Last Updated: 17 September 2012


IN THE HIGH COURT OF NEW ZEALAND WELLINGTON REGISTRY

CIV-2011-485-000262 [2012] NZHC 2344

BETWEEN JOHN CAMPBELL MACCORMACK AND GAIL JACQUELINE PARATA First Plaintiffs

AND MACPAT LIMITED Second Plaintiff

AND JONATHAN PEREIRA AND ROBERT STEVENS

Defendants

Hearing: 3 September 2012

Appearances: P H Bremer for Plaintiffs

B H McCarthy for Defendants

Judgment: 4 September 2012

ORDER OF ASSOCIATE JUDGE MATTHEWS

[1] In this proceeding the plaintiffs sue their former solicitors in relation to advice received over the sale of a residential property which was, at the time, the subject of a claim in the Weathertight Homes Resolution Tribunal. It is said that the transfer of the property from the plaintiffs’ personal names to a company deprived them of the right to continue as part of the claim for compensation brought by all the unit owners in the development, with the result that they have had to pay the cost of remediation work of their unit themselves.

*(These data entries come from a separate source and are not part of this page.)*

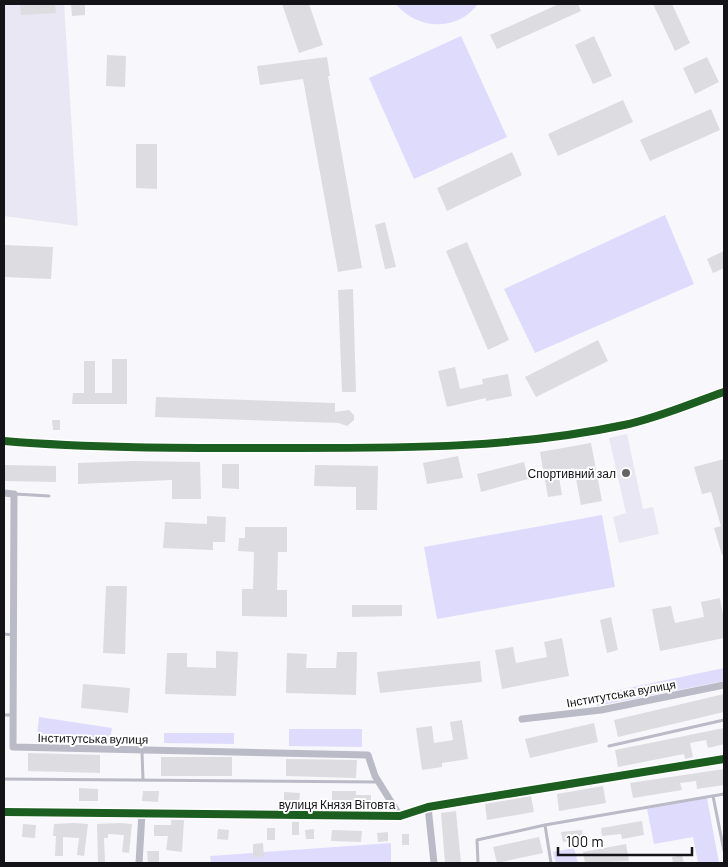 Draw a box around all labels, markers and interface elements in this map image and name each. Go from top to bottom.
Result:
place label: Спортивний зал [528,466,616,481]
marker: Спортивний зал [620,467,632,479]
street label: Інститутська вулиця [565,676,677,711]
street label: Інститутська вулиця [37,730,149,747]
street label: вулиця Князя Вітовта [279,797,396,812]
scale bar [558,824,692,856]
text: 100 m [566,832,604,850] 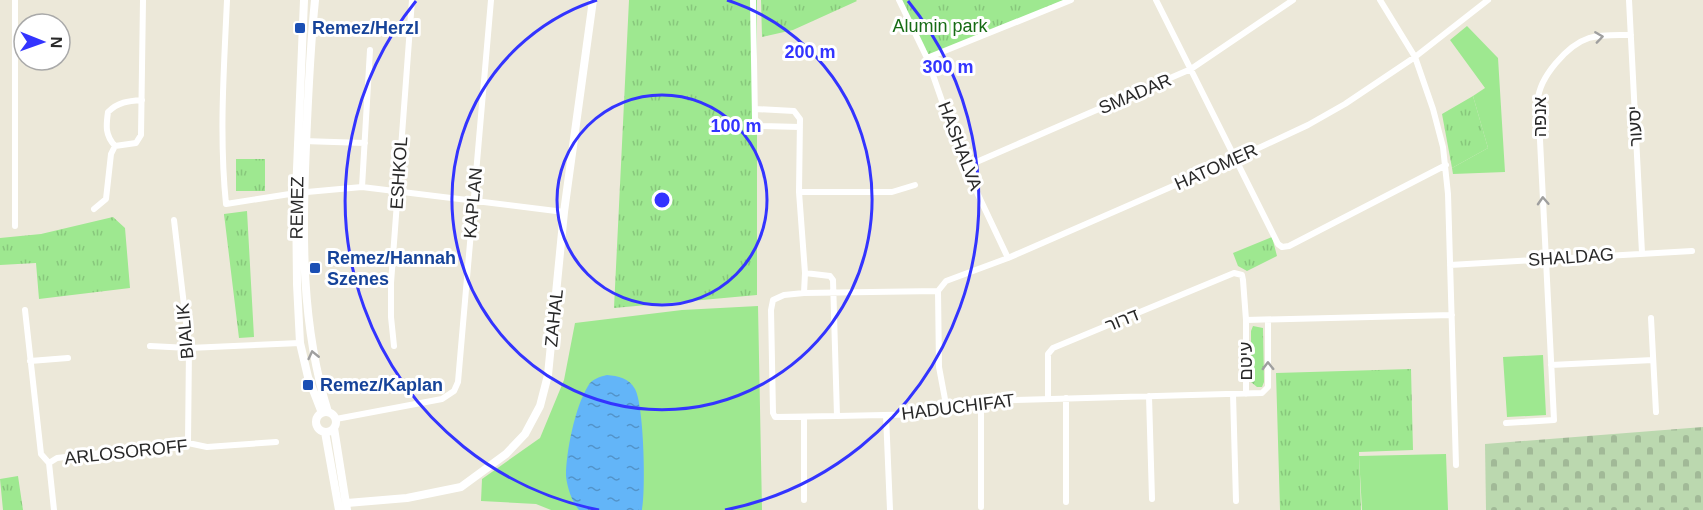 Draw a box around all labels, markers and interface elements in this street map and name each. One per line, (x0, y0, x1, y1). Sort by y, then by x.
north arrow (12, 12, 72, 72)
park label: Alumin park (892, 16, 989, 36)
place label: Remez/Herzl (312, 18, 419, 38)
marker: Remez/Herzl (293, 21, 307, 35)
one-way arrow (1594, 31, 1604, 43)
text: N (48, 36, 65, 48)
text: 200 m (784, 42, 836, 62)
text: 300 m (922, 57, 974, 77)
street label: SMADAR (1096, 70, 1174, 118)
street label: אנפה (1530, 96, 1550, 137)
street label: HASHALVA (934, 99, 986, 193)
street label: יסעור (1624, 105, 1646, 147)
text: 100 m (710, 116, 762, 136)
street label: ESHKOL (386, 136, 412, 210)
street label: HATOMER (1172, 140, 1260, 194)
street label: KAPLAN (460, 167, 486, 239)
street label: REMEZ (286, 176, 308, 240)
centre of rings (652, 190, 672, 210)
one-way arrow (1536, 196, 1549, 205)
street label: SHALDAG (1527, 244, 1615, 270)
place label: Remez/Hannah Szenes (327, 248, 456, 289)
marker: Remez/Hannah Szenes (308, 261, 322, 275)
street label: ZAHAL (541, 288, 567, 348)
street label: BIALIK (173, 302, 197, 360)
street label: דרור (1103, 304, 1141, 336)
street label: עיטם (1236, 341, 1256, 381)
one-way arrow (308, 350, 321, 360)
one-way arrow (1262, 362, 1275, 371)
place label: Remez/Kaplan (320, 375, 443, 395)
marker: Remez/Kaplan (301, 378, 315, 392)
street label: HADUCHIFAT (900, 390, 1016, 424)
street label: ARLOSOROFF (63, 436, 189, 468) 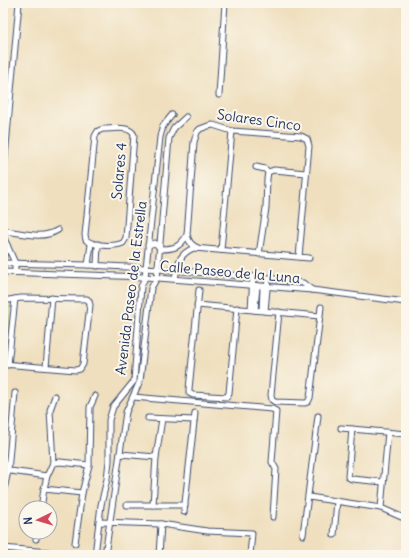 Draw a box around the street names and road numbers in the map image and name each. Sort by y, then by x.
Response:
street label: Solares Cinco [216,105,302,135]
street label: Solares 4 [108,142,130,200]
street label: Avenida Paseo de la Estrella [111,200,151,376]
street label: Calle Paseo de la Luna [159,257,301,287]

[2] In this application the defendants seek further discovery from the plaintiffs and an order that they answer interrogatories. The application was set down for a fixture before me today. Late last week the defendants’ interrogatories were

answered to their satisfaction. In addition, a further affidavit was sworn and served

JOHN CAMPBELL MACCORMACK AND GAIL JACQUELINE PARATA V JONATHAN PEREIRA AND ROBERT STEVENS HC WN CIV-2011-485-000262 [4 September 2012]

giving formal discovery of further documents which had been provided earlier in the week.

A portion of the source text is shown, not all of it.